Circular micrometer, or Ring micrometer, a metallic ring fixed in the focus of the object glass of a telescope, and used to determine differences of right ascension and declination between stars by observations of the times at which the stars cross the inner or outer periphery of the ring.
Double image micrometer, a micrometer in which two images of an object are formed in the field, usually by the two halves of a bisected lens which are movable along their line of section by a screw, and distances are determined by the number of screw revolutions necessary to bring the points to be measured into optical coincidence. When the two images are formed by a bisected object glass, it is called a divided-object-glass micrometer, and when the instrument is large and equatorially mounted, it is known as a heliometer.
Double refraction micrometer, a species of double image micrometer, in which the two images are formed by the double refraction of rock crystal.
Filar micrometer, or Bifilar micrometer. See under Bifilar.
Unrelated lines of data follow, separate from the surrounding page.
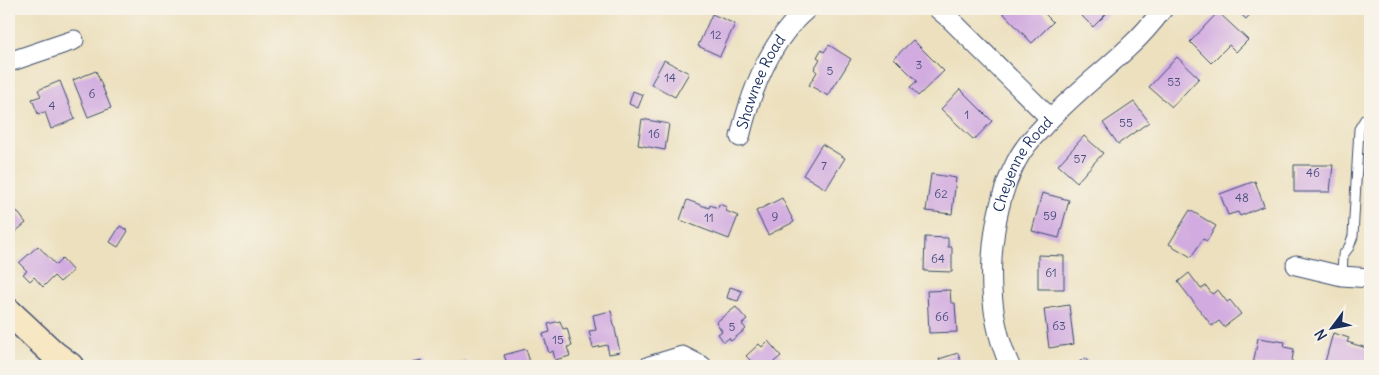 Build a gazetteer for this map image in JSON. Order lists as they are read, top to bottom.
{
  "streets": {
    "street": ["Shawnee Road", "Cheyenne Road"]
  },
  "house_numbers": [
    "12",
    "3",
    "5",
    "14",
    "53",
    "6",
    "4",
    "1",
    "55",
    "16",
    "57",
    "7",
    "46",
    "62",
    "48",
    "59",
    "9",
    "11",
    "64",
    "61",
    "66",
    "63",
    "5",
    "15"
  ],
  "north": "bottom left"
} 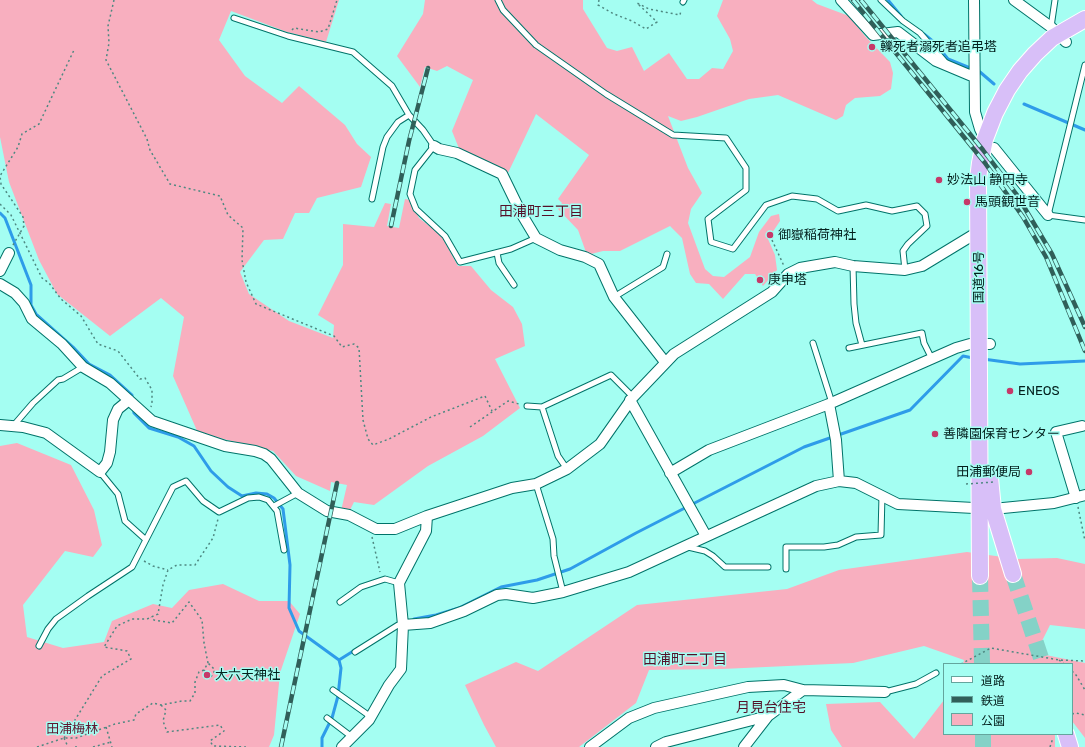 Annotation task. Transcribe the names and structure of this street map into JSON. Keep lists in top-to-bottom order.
{
  "streets": {
    "highway": ["国道16号"]
  },
  "districts": ["田浦町三丁目", "田浦町二丁目", "月見台住宅"],
  "parks": ["田浦梅林"],
  "places": [
    "轢死者溺死者追弔塔",
    "妙法山 静円寺",
    "馬頭観世音",
    "御嶽稲荷神社",
    "庚申塔",
    "ENEOS",
    "善隣園保育センター",
    "田浦郵便局",
    "大六天神社"
  ],
  "legend": ["道路", "鉄道", "公園"]
} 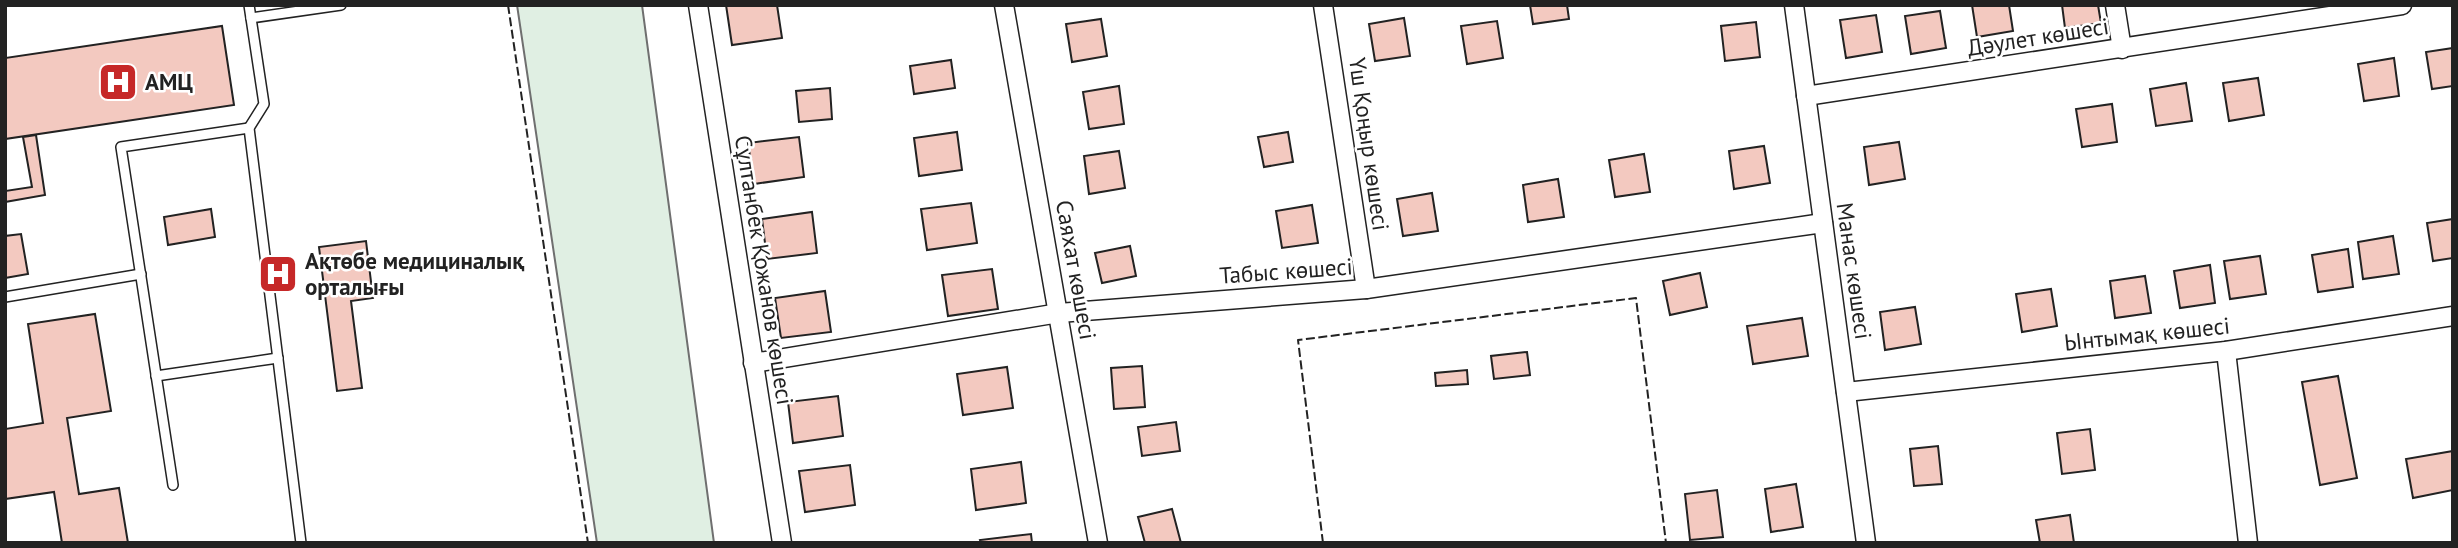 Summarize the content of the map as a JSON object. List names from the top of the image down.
{
  "streets": {
    "street": [
      "Дәулет көшесі",
      "Үш Қоңыр көшесі",
      "Сұлтанбек Қожанов көшесі",
      "Саяхат көшесі",
      "Табыс көшесі",
      "Манас көшесі",
      "Ынтымақ көшесі"
    ]
  },
  "crossings": [
    ["Дәулет көшесі", "Манас көшесі"],
    ["Үш Қоңыр көшесі", "Табыс көшесі"],
    ["Сұлтанбек Қожанов көшесі", "Табыс көшесі"],
    ["Саяхат көшесі", "Табыс көшесі"],
    ["Табыс көшесі", "Манас көшесі"],
    ["Манас көшесі", "Ынтымақ көшесі"]
  ],
  "places": {
    "hospital": ["АМЦ", "Ақтөбе медициналық орталығы"]
  }
} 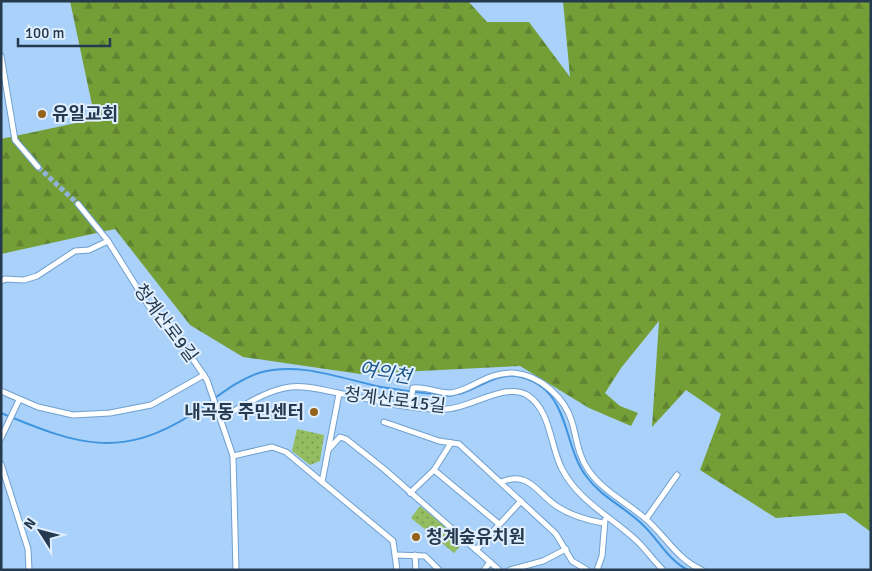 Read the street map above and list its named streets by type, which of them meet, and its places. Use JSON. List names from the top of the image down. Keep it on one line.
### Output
{"streets":{"street":["청계산로9길","청계산로15길"]},"crossings":[["청계산로9길","청계산로15길"]],"water":["여의천"],"places":["유일교회","내곡동 주민센터","청계숲유치원"],"scale_bar":"100 m","north":"top left"} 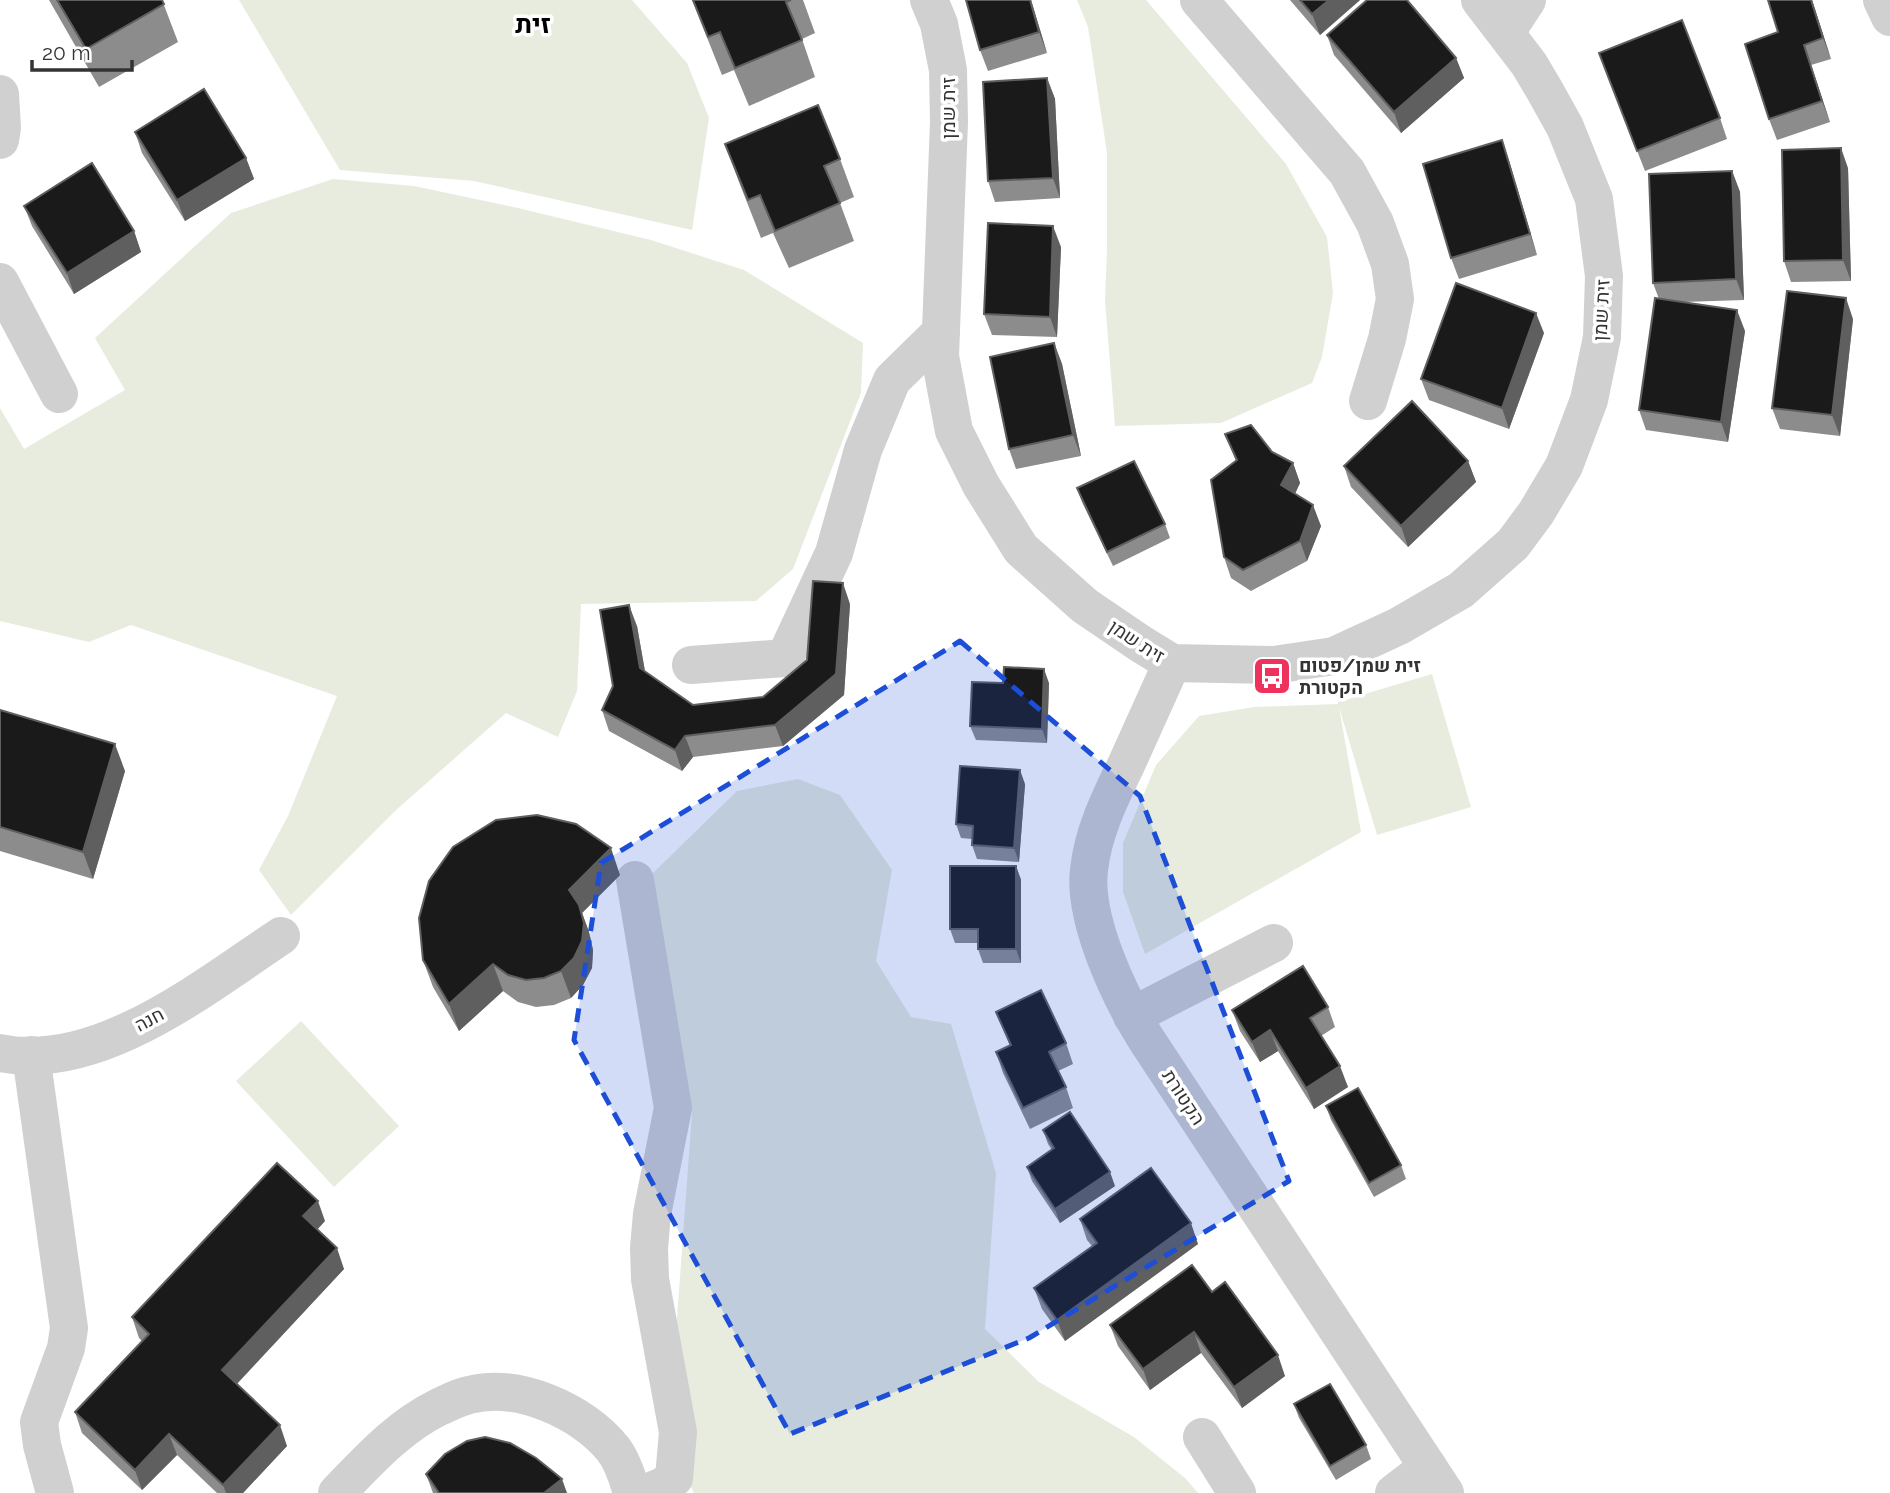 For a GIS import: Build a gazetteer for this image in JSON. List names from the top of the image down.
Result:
{
  "streets": {
    "street": ["זית שמן", "חנה", "הקטורת"]
  },
  "crossings": [
    ["זית שמן", "הקטורת"]
  ],
  "districts": ["זית"],
  "places": {
    "bus stop": ["זית שמן/פטום הקטורת"]
  },
  "scale_bar": "20 m"
}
Micrometer caliper or Micrometer gauge (Mech.), a caliper or gauge with a micrometer screw, for measuring dimensions with great accuracy.
Micrometer head, the head of a micrometer screw.
Micrometer microscope, a compound microscope combined with a filar micrometer, used chiefly for reading and subdividing the divisions of large astronomical and geodetical instruments.
Micrometer screw, a screw with a graduated head used in some forms of micrometers; turning the head one full revolution advances the position of the tip of the screw only by a little.
Position micrometer. See under Position.
Scale micrometer, or Linear micrometer, a minute and very delicately graduated scale of equal parts used in the field of a telescope or microscope, for measuring distances by direct comparison.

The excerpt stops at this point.